Born: January 8, 1894

Died: August 14, 1941

Feast day: August 14

Patron saint of: prisoners, drug addicts, people with eating disorders, and families.

Declared “the Patron Saint of Our Difficult Century” by Pope John Paul II, St. Maximillian Kolbe was a simple man of profound holiness. Born Raymund Kolbe in Poland, he enrolled in Conventual Franciscan minor seminary when he was 13, a year after receiving a vision from the Virgin Mary in which his martyrdom was foreshadowed. He professed his final vows seven years later, in 1914, taking on the name Maximilian Maria.

Throughout his priesthood and ministry, Kolbe promoted a deep veneration of the Immaculate Virgin Mary, taking his devotion with him during his missionary work in China, Japan, and India.

Upon his return to Poland, Kolbe started a radio station, which he maintained until the outbreak of World War II. Refusing to leave the friary, Kolbe peacefully resisted the Nazi occupation in any way that he could, working to shelter Jewish refugees and courageously producing many anti-Nazi publications. In 1941, he was arrested and sent to Auschwitz, where he continued to minister to his fellow prisoners, at great personal cost.

In July of 1941, Kolbe volunteered to take the place of a man who had a wife and children, and who would have otherwise been sentenced to death in a starvation chamber. After two weeks of spiritually accompanying the other prisoners to their eventual deaths, Kolbe himself was murdered by the Nazis on August 14.

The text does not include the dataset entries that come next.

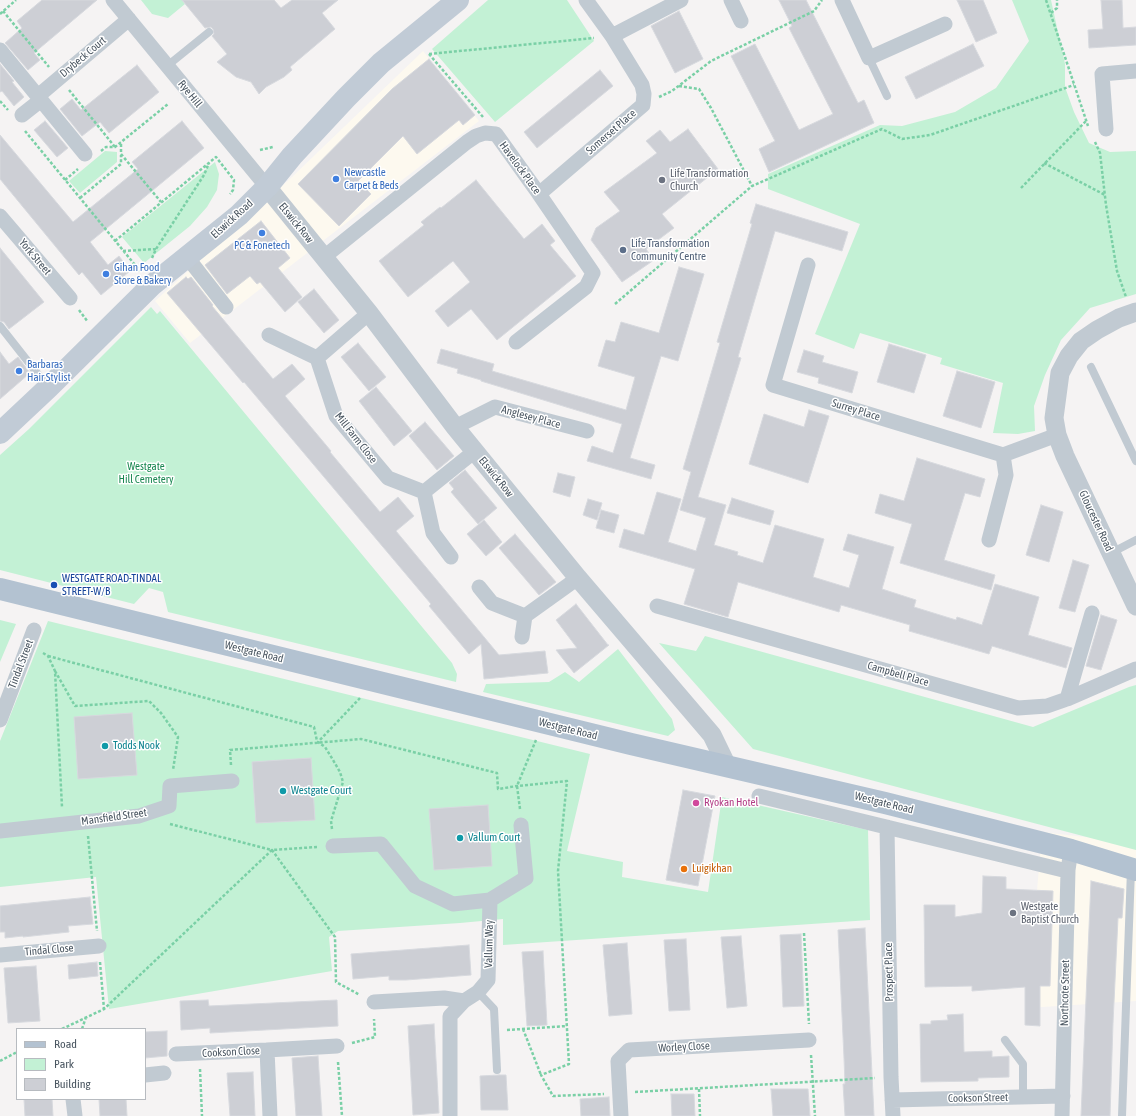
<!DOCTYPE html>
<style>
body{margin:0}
#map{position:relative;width:1136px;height:1116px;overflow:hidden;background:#f5f3f3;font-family:"Asap Condensed",sans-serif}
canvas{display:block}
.legend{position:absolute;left:16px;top:1028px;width:130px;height:72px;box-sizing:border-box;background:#fff;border:1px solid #b7bbc0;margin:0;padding:5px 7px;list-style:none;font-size:12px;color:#4a5661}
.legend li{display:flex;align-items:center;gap:8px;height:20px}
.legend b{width:20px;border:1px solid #b7bbc0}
</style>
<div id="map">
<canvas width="1136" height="1116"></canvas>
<ul class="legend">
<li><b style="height:5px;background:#b3c2d1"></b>Road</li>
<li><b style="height:11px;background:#c3f1d5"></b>Park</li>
<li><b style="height:11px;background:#cdcfd5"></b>Building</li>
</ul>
</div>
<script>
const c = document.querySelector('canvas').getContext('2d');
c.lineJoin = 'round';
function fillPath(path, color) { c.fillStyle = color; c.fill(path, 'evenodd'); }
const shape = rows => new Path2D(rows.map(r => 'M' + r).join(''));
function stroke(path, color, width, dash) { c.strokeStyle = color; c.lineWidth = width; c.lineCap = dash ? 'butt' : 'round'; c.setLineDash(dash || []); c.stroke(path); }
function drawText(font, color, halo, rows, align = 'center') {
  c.font = font + ' "Asap Condensed",sans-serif'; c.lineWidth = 3; c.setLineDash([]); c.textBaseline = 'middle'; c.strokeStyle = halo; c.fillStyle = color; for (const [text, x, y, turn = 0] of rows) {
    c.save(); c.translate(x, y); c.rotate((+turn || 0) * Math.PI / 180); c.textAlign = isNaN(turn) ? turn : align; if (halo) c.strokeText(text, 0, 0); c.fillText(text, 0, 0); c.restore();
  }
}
fillPath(shape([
 [423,51,479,121,190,343,155,301,292,177],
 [1042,832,1136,843,1136,1001,1027,1008]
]), '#fdf9ef');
fillPath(shape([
 [141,0,182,0,185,4,168,18,152,14],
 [488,0,567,0,594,41,495,122,432,49],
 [1012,0,1051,0,1065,64,1065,87,1074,112,1089,143,1110,152,1136,151,1136,294,1090,308,1061,340,1045,375,1034,406,1035,431,1018,434,993,433,1003,383,940,364,942,358,860,333,854,349,815,334,860,224,768,189,768,174,880,125,902,126,955,112,996,88,1029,41],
 [105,151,117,152,117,162,80,193,69,181],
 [215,162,219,174,217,190,207,207,190,226,144,263,122,237],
 [151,307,157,314,160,311,452,663,457,674,456,682,168,612,163,592,149,588,134,604,0,570,0,455,29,429],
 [0,620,16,624,0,662],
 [48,621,590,754,567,851,623,862,622,877,708,892,722,797,868,830,870,920,503,945,503,919,460,923,338,931,329,937,332,971,109,1009,96,877,0,887,0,741],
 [705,636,1033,727,1129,687,1136,685,1136,850,753,749,659,643,696,651],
 [618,649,672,719,675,730,668,736,483,692,486,684,549,682,565,672,579,682]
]), '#c3f1d5');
const building = shape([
 [42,0,97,0,34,53,40,60,28,70,5,43,22,28,17,21,42,0],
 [182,0,274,0,281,8,292,0,338,0,322,13,335,29,290,67,292,70,284,77,266,87,259,94,251,82,236,77,217,62,227,54,212,36,214,34,213,29,211,27,205,28,182,0],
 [779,0,806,0,858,103,864,100,874,123,769,172,759,149,775,141,731,56,755,44,799,130,833,114,789,28,792,26,779,0],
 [957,0,983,0,997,33,976,42,957,0],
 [1101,0,1122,0,1123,28,1136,27,1136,45,1089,48,1088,30,1103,29,1101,0],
 [679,11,703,59,675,73,651,26,679,11],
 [973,44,984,66,916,99,905,77,973,44],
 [429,59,475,115,463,125,459,120,417,154,403,136,358,181,371,194,339,226,298,184,392,89,429,59],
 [0,64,14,81,12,82,24,97,14,106,2,91,0,92,0,64],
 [137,65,159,92,109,133,100,122,82,136,60,109,72,99,81,110,137,65],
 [600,70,613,86,537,148,524,132,600,70],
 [45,121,68,148,57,157,34,130,45,121],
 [182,121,204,148,90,242,108,265,119,256,130,271,101,295,82,272,79,275,0,179,0,135,73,222,138,169,132,162,182,121],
 [688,129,718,169,662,214,674,228,646,249,654,260,622,282,591,240,596,228,620,211,604,192,657,153,646,141,660,130,670,142,688,129],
 [476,180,524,239,542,224,555,241,550,245,576,276,497,340,471,309,448,327,435,311,470,282,453,261,408,297,379,261,424,225,421,222,440,207,441,208,476,180],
 [756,204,848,232,842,251,775,231,738,357,741,358,698,497,726,505,714,545,738,552,737,555,763,563,775,525,824,539,813,577,849,588,859,555,843,550,848,534,894,547,882,589,916,600,914,607,956,620,957,617,982,625,995,584,1039,597,1028,635,1072,648,1066,668,992,646,989,654,909,631,910,625,841,605,839,612,738,582,728,617,684,604,695,569,619,547,624,529,644,535,657,492,681,499,668,542,696,551,706,518,680,510,691,472,683,469,720,343,717,342,752,224,750,223,756,204],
 [261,221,290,258,278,268,302,297,285,312,260,282,257,284,250,276,227,294,205,265,261,221],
 [0,248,44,302,9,329,4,322,0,321,0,248],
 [679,267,704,274,678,361,661,356,630,458,655,465,651,479,587,461,592,446,613,453,622,424,481,381,481,380,457,373,458,369,437,363,441,349,494,364,492,371,626,410,635,377,598,366,606,340,615,342,621,322,659,333,679,267],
 [186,277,188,279,191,277,213,305,212,306,273,379,292,364,305,379,285,396,331,451,330,452,380,512,398,497,414,516,396,531,499,655,545,651,548,673,484,679,481,644,469,654,429,606,431,604,244,382,243,383,167,293,186,277],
 [314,289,339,320,324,333,298,302,314,289],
 [358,343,386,377,369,391,341,357,358,343],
 [889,344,926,355,914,393,877,382,889,344],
 [804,350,824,356,822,362,858,372,852,393,818,383,819,378,797,372,804,350],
 [0,352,9,364,18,357,30,373,0,399,0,352],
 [957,371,995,382,981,428,943,416,957,371],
 [376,387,412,431,394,446,359,401,376,387],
 [809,410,829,416,808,483,749,464,764,414,804,427,809,410],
 [425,422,454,456,437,470,409,436,425,422],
 [917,458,985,479,980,497,965,493,944,560,995,575,991,590,900,563,912,524,875,513,880,494,904,501,917,458],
 [465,470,497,508,478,524,451,492,454,489,449,483,465,470],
 [558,473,575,477,570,497,553,492,558,473],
 [732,498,774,511,770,525,727,513,732,498],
 [588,499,602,503,597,520,583,515,588,499],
 [1041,505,1063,512,1049,562,1026,555,1041,505],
 [601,510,619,515,614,533,596,528,601,510],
 [484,520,502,542,486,556,467,534,484,520],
 [515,534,556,582,539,595,499,548,515,534],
 [1073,560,1089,565,1075,612,1059,608,1073,560],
 [576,604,608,645,609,645,574,673,556,650,577,648,556,620,576,604],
 [1101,615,1117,620,1101,670,1086,666,1101,615],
 [132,713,137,775,78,779,74,717,132,713],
 [311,758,315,820,256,823,252,762,311,758],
 [683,790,715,796,698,886,666,880,683,790],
 [488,805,492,866,434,870,429,809,488,805],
 [983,876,1006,877,1006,889,1053,891,1050,986,1040,986,1040,1026,1025,1025,1025,987,972,991,972,986,925,987,924,905,955,905,955,917,982,913,983,876],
 [1091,881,1124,889,1122,918,1118,918,1113,1023,1110,1116,1081,1116,1091,881],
 [90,897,93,924,68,926,69,932,23,937,23,936,5,938,5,932,0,932,0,906,90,897],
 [865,928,874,1116,845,1116,843,1084,845,1084,844,1058,838,930,865,928],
 [801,934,804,1006,783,1007,780,935,801,934],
 [741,936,747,1006,727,1008,721,937,741,936],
 [686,939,690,1010,669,1011,664,940,686,939],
 [627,943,632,1014,609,1016,603,945,627,943],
 [469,945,471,975,406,980,389,980,389,976,353,979,351,954,469,945],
 [543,951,547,1025,527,1026,522,952,543,951],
 [97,962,98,976,69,979,68,965,97,962],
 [36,966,40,1021,8,1023,4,968,36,966],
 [208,1000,209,1006,337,1000,338,1026,210,1033,210,1028,181,1030,180,1001,208,1000],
 [963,1014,964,1052,992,1051,992,1057,1009,1056,1009,1077,978,1078,978,1081,921,1082,920,1024,931,1024,931,1021,948,1020,947,1015,963,1014],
 [434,1024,439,1113,413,1115,408,1026,434,1024],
 [167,1031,167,1056,145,1058,145,1032,167,1031],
 [318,1056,322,1116,296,1116,292,1058,318,1056],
 [253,1072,255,1116,230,1116,227,1073,253,1072],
 [499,1075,506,1075,508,1110,481,1110,480,1076,499,1075],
 [771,1089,808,1089,810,1116,773,1116,771,1089],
 [671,1094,694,1094,695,1116,672,1116,671,1094],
 [609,1097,610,1116,581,1116,580,1099,609,1097],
 [24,1099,52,1099,53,1116,25,1116,24,1099],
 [99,1099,126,1099,127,1116,100,1116,99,1099]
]);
fillPath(building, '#cdcfd5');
stroke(building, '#d7d9de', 1);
stroke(shape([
 [1046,0,1088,126],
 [3,11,49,67],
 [1051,13,1057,8,1057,0],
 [0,14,16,0],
 [429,54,594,38],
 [429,54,483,117],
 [679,86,699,89,711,108,752,186,882,129,902,139,930,135,1074,85],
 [69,90,115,147],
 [659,97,672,91,711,61,814,11,822,0],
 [0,101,8,110],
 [25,131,140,271],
 [1095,142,1100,153,1106,205,1117,271,1126,297],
 [121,144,121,154,161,202],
 [260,150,273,147],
 [101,151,106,147,115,147,168,104],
 [1044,163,1105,195],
 [65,180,78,169],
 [1021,188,1086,121],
 [80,198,121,164,121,155],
 [115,241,216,157,234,180,233,190,230,194],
 [123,251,156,249],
 [152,258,156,249,204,175,209,163],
 [615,304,752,186],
 [79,310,88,322],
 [43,653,48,656,55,671,62,807],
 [48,656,314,727,317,741],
 [55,671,75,706,149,701,161,713,178,737,173,770],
 [231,765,230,750,361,739,497,773,498,789,517,786,567,781,558,871,569,1064,541,1075,553,1096,604,1094],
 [520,809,517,786,536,740],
 [170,824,272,850,335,937,336,982,360,995],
 [332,829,331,821,343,782,340,772,333,760,325,747,318,742,360,698],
 [88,836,97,931],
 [804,933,809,1024],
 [100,962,104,1009],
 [62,1029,104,1009,272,850,317,847],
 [82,1029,86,1017],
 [523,1029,541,1075],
 [507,1030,567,1026],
 [352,1043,375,1037,374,1019],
 [811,1055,815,1116],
 [0,1061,17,1052],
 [338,1062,342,1116],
 [200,1069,202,1116],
 [699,1089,700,1116],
 [635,1092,875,1078]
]), '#7ad0a6', 2.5, [3, 2]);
stroke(shape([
 [869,58,887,96],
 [167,66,209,32],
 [0,326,48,387],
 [1091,367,1136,461],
 [1111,553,1136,540],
 [478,992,494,1009,497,1070],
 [1005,1040,1023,1064,1023,1097],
 [1122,1116,1131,870]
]), '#c1cad2', 8);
stroke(shape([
 [113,0,267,187],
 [586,0,612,36,681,0],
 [731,0,741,21],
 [842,0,869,58,945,24],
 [0,50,85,154],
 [38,96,129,19],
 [22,115,41,100],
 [1106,129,1102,74,1136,71],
 [539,194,643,105,644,94,642,85,612,36],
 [0,216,70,298],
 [187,257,226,307],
 [324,257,467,142,476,136,485,133,496,134,539,194,593,273,586,287,516,342],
 [808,265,773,385,1003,455,1057,435],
 [269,335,317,358,369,313],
 [317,358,336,416,388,478,424,492,475,451],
 [455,427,495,407,587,431],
 [424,492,433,533,451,557],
 [989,540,1006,475,1003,455],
 [479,587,492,603,525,616,578,578],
 [657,606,1018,708,1047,706,1067,699,1136,669],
 [522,637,525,616],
 [1067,699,1092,613],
 [0,720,34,630],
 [759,796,1063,870,1068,870,1071,850],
 [887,827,891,1077,893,1116],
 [0,831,139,816,169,806,170,786,232,781],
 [333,846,381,844,415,886,453,904,490,900],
 [0,955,99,946],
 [374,1002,444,998,464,1001],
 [267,1050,337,1046],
 [176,1054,267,1050,270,1116],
 [145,1075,164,1073],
 [73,1099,75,1116],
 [892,1100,1063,1096],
 [450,1116,450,1016,464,1001,478,992,488,980,490,900,526,878,521,825],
 [621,1116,618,1061,629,1050,809,1040],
 [1062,1116,1068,870]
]), '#c1cad2', 15);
stroke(shape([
 [267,187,369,313,455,427,578,578,712,735,727,766],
 [1136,312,1119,318,1097,330,1081,341,1069,356,1060,373,1054,418,1057,435,1065,456,1136,606]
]), '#c1cad2', 19);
stroke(shape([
 [0,433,49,387,152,285,239,215,267,187,292,156,346,98,381,63,458,0]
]), '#c1cbd6', 22);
stroke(shape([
 [0,589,631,744,885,803,1071,850,1136,870]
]), '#b3c2d1', 22);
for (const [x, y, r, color] of [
 [336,179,4,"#3f7fe0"],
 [662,180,4,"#6b7280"],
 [262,233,4,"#3f7fe0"],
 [623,250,4,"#5c6f8a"],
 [106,274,4,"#3f7fe0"],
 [19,371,4,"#3f7fe0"],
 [54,585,4,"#1a4fb4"],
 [105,746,4,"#0f9aa8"],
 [283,791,4,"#0f9aa8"],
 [696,803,4,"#d1479c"],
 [460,838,4,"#0f9aa8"],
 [684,869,4,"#e8710a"],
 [1013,913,4,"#6b7280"]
]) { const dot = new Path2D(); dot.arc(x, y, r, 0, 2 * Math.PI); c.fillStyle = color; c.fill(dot); stroke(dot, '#fff', 1.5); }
drawText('11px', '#4a5661', '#fff', [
 ["Drybeck Court",83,57,-40],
 ["Rye Hill",190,94,51],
 ["Somerset Place",611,132,-41],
 ["Havelock Place",520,168,54],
 ["Elswick Road",232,219,-42],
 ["Elswick Row",296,223,51],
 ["York Street",35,257,50],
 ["Surrey Place",856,410,17],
 ["Anglesey Place",531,417,15],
 ["Mill Farm Close",356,438,52],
 ["Elswick Row",496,477,51],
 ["Gloucester Road",1096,521,65],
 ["Westgate Road",254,652,14],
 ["Tindal Street",21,664,-69],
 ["Campbell Place",898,674,16],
 ["Westgate Road",568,729,14],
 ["Westgate Road",884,803,14],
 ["Mansfield Street",114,817,-8],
 ["Vallum Way",489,944,-89],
 ["Tindal Close",49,950,-5],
 ["Prospect Place",889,972,-91],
 ["Northcote Street",1065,993,-89],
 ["Worley Close",684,1047,-3],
 ["Cookson Close",231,1052,-3],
 ["Cookson Street",978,1098,-1]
]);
drawText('11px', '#366cbe', '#fff', [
 ["Newcastle",344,173],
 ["Carpet & Beds",344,186],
 ["PC & Fonetech",262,246,"center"],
 ["Gihan Food",114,268],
 ["Store & Bakery",114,281],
 ["Barbaras",27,365],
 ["Hair Stylist",27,378]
], 'left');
drawText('11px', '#5b616d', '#fff', [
 ["Life Transformation",670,174],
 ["Church",670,187],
 ["Westgate",1021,907],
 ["Baptist Church",1021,920]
], 'left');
drawText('11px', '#4e5e75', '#fff', [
 ["Life Transformation",631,244],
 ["Community Centre",631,257]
], 'left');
drawText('11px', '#17864f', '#fff', [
 ["Westgate",146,467],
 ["Hill Cemetery",146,480]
]);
drawText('11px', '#164399', '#fff', [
 ["WESTGATE ROAD-TINDAL",62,579],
 ["STREET-W/B",62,592]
], 'left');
drawText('11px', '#0d838f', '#fff', [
 ["Todds Nook",113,746],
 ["Westgate Court",291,791],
 ["Vallum Court",468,838]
], 'left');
drawText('11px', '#b23c85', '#fff', [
 ["Ryokan Hotel",704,803]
], 'left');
drawText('11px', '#c56008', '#fff', [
 ["Luigikhan",692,869]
], 'left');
</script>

The Gospel of John tells us that “Greater love has no one than this, that one lay down his life for his friends.” Kolbe took that to heart: eyewitnesses tell us that his commitment was resolute, and his demeanor one of peace and service. In a world full of hatred, injustice, and trauma, may we take the example of St. Maximilian Kolbe to heart, witnessing to the gospel in both word and deed.